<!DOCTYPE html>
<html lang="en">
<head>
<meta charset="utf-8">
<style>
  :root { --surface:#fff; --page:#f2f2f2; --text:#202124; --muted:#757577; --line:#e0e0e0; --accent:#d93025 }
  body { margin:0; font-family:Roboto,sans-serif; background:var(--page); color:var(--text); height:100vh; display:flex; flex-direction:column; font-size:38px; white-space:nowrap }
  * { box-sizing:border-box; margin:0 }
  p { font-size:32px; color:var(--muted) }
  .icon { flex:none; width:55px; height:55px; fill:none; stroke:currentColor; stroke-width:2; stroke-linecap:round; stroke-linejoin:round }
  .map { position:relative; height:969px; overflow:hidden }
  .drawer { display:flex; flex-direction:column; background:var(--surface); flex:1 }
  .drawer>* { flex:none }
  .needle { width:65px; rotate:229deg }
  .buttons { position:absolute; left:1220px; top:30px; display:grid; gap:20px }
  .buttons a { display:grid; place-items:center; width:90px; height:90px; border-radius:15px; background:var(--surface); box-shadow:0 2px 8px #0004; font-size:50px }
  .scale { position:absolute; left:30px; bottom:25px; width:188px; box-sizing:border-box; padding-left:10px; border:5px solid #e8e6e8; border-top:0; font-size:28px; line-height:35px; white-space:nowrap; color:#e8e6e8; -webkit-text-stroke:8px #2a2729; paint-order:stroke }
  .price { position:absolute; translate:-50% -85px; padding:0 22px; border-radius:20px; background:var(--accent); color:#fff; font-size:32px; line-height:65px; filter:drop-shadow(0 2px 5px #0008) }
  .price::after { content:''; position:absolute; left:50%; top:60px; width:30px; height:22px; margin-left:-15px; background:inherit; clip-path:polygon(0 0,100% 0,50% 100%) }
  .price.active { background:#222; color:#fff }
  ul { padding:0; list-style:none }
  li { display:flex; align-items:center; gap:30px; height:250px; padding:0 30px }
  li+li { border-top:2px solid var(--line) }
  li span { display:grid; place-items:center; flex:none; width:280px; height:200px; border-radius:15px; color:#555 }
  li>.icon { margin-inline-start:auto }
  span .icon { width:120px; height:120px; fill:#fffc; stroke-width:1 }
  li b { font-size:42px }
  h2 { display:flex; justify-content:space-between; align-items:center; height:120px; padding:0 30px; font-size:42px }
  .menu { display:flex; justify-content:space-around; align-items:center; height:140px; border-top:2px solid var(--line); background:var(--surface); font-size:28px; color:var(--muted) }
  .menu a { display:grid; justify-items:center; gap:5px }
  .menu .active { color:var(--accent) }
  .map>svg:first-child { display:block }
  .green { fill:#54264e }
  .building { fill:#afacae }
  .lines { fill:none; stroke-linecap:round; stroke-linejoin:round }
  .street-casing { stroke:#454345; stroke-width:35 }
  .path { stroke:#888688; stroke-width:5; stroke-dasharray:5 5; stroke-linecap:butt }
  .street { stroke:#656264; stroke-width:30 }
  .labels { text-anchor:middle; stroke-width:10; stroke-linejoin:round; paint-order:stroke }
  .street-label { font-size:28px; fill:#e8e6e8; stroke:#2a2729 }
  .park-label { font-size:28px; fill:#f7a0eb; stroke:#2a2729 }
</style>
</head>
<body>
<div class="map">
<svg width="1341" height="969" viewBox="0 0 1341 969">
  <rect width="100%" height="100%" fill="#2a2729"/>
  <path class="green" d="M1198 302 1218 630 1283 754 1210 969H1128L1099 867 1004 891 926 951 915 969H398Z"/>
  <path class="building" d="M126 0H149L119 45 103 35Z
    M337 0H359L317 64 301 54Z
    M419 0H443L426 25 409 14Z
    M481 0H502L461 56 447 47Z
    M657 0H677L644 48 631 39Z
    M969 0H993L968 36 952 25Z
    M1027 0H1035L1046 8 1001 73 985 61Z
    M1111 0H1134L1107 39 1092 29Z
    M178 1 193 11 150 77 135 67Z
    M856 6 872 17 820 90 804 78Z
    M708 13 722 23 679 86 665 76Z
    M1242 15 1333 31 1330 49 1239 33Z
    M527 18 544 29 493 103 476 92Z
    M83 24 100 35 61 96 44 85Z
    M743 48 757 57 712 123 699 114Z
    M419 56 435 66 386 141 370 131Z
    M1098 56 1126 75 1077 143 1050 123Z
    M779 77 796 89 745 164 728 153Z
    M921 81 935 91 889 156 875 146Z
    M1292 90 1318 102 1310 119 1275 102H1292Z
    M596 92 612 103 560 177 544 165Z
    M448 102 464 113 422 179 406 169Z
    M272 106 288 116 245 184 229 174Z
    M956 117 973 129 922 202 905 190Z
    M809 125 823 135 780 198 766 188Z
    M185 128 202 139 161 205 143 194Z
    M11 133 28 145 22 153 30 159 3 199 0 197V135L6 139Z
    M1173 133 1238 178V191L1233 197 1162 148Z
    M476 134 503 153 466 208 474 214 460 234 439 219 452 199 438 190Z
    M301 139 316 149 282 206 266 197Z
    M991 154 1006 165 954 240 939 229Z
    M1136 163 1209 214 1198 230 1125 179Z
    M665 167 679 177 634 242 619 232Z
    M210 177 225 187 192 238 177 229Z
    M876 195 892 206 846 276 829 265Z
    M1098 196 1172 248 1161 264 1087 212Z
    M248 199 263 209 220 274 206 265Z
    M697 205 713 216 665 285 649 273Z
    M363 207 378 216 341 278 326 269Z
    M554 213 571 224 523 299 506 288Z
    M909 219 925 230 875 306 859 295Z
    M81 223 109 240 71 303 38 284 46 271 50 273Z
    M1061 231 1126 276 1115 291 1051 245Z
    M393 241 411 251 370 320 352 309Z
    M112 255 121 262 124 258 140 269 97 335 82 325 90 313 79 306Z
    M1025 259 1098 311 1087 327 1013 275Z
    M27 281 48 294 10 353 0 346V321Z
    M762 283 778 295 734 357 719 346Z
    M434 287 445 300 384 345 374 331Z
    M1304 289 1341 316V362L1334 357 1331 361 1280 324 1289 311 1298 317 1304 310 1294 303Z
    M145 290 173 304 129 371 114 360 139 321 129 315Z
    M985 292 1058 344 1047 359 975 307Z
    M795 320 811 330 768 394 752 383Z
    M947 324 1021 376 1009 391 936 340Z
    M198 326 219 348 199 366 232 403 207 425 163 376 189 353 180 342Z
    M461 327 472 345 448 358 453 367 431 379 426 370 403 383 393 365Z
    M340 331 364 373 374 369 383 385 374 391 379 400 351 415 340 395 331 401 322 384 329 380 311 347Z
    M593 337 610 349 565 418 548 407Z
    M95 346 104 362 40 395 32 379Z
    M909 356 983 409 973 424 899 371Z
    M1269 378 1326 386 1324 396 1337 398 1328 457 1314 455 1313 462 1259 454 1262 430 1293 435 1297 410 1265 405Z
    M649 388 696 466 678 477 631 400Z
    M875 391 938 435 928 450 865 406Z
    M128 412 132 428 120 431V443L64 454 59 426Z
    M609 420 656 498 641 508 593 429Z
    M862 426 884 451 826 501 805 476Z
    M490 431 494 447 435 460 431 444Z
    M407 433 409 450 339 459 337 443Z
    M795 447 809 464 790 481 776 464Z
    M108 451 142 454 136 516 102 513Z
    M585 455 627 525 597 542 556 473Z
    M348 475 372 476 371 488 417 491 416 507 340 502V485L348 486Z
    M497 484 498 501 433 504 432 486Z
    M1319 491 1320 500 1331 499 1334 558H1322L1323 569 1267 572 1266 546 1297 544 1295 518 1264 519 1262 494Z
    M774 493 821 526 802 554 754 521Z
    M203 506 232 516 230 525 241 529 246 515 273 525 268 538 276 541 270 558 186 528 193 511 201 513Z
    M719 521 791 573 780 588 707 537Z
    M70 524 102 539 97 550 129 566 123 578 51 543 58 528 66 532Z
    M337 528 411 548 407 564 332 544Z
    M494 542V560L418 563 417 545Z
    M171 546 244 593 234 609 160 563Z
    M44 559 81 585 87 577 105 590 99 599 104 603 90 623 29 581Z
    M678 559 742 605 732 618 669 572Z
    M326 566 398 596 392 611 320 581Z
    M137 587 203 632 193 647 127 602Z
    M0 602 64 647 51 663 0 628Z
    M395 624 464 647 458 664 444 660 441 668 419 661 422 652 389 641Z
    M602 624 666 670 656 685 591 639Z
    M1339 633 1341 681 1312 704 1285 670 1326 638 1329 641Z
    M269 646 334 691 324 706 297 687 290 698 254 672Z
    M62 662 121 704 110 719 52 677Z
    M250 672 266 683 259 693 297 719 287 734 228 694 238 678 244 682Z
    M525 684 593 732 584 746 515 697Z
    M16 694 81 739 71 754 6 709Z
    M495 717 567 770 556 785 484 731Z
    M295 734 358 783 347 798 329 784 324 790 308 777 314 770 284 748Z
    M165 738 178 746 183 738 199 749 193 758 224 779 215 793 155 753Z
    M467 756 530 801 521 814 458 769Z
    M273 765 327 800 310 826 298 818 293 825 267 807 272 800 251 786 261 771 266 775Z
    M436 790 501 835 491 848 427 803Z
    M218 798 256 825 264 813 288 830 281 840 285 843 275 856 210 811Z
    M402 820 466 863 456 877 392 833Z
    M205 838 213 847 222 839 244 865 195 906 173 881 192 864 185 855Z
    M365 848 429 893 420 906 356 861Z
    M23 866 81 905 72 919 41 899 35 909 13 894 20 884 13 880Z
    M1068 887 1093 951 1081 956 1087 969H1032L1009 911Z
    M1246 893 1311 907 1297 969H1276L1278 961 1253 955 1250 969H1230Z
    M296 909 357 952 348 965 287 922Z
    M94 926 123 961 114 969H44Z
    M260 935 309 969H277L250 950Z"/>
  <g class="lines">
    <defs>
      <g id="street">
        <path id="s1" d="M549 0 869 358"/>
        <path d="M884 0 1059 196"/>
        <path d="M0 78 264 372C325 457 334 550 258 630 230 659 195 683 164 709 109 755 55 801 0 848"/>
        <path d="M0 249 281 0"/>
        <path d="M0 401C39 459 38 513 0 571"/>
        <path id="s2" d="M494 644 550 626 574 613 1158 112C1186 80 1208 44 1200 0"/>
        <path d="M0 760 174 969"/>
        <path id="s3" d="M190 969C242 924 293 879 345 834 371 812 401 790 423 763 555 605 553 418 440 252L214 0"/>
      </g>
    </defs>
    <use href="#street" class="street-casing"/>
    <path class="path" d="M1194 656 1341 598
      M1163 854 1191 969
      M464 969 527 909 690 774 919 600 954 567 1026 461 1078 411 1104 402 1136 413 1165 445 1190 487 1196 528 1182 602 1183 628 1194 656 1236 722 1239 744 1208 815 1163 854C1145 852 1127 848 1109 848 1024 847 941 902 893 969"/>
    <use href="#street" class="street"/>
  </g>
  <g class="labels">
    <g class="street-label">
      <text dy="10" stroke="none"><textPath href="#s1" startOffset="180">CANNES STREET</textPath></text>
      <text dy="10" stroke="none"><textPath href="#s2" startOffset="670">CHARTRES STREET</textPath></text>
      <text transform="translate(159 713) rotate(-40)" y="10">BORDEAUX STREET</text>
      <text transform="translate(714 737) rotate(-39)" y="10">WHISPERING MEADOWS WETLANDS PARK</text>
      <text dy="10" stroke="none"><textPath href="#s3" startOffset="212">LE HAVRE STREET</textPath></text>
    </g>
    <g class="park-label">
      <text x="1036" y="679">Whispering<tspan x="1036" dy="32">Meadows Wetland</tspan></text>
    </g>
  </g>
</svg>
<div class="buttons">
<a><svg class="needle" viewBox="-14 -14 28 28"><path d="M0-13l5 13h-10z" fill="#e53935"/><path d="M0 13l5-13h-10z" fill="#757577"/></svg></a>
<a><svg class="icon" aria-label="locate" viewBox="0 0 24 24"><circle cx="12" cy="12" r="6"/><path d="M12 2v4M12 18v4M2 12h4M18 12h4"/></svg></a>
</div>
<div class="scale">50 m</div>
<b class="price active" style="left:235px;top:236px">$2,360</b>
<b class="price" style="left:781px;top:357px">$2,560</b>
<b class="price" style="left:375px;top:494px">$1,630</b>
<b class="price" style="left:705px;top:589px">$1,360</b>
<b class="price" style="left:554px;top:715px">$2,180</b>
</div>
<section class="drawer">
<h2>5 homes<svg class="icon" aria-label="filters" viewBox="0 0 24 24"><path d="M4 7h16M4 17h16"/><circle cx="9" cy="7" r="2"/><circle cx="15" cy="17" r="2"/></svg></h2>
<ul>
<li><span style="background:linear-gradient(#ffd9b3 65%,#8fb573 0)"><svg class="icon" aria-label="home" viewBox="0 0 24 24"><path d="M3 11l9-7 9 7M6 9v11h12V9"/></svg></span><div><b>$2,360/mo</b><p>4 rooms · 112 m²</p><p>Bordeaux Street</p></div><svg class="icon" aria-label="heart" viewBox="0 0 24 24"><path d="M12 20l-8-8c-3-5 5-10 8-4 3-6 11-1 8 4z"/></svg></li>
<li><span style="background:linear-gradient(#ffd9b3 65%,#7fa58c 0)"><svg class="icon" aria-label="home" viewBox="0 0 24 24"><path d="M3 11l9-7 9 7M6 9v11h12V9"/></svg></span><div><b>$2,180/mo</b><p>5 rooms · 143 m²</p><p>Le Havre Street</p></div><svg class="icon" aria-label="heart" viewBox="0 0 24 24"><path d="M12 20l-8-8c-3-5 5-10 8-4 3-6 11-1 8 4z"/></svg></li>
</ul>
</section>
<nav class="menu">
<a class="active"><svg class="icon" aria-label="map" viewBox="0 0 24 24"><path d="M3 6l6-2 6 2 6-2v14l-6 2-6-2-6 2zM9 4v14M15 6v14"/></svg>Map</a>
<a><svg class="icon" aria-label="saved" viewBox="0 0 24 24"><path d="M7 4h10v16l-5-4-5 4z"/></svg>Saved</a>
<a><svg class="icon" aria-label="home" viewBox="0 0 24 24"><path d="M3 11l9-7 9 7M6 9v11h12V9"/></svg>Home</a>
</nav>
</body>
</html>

### Exercise brief
A line belongs in the answer if it contains the word "lines"; please copy each such line from the material.

### Reply to the exercise
  .lines { fill:none; stroke-linecap:round; stroke-linejoin:round }
  <g class="lines">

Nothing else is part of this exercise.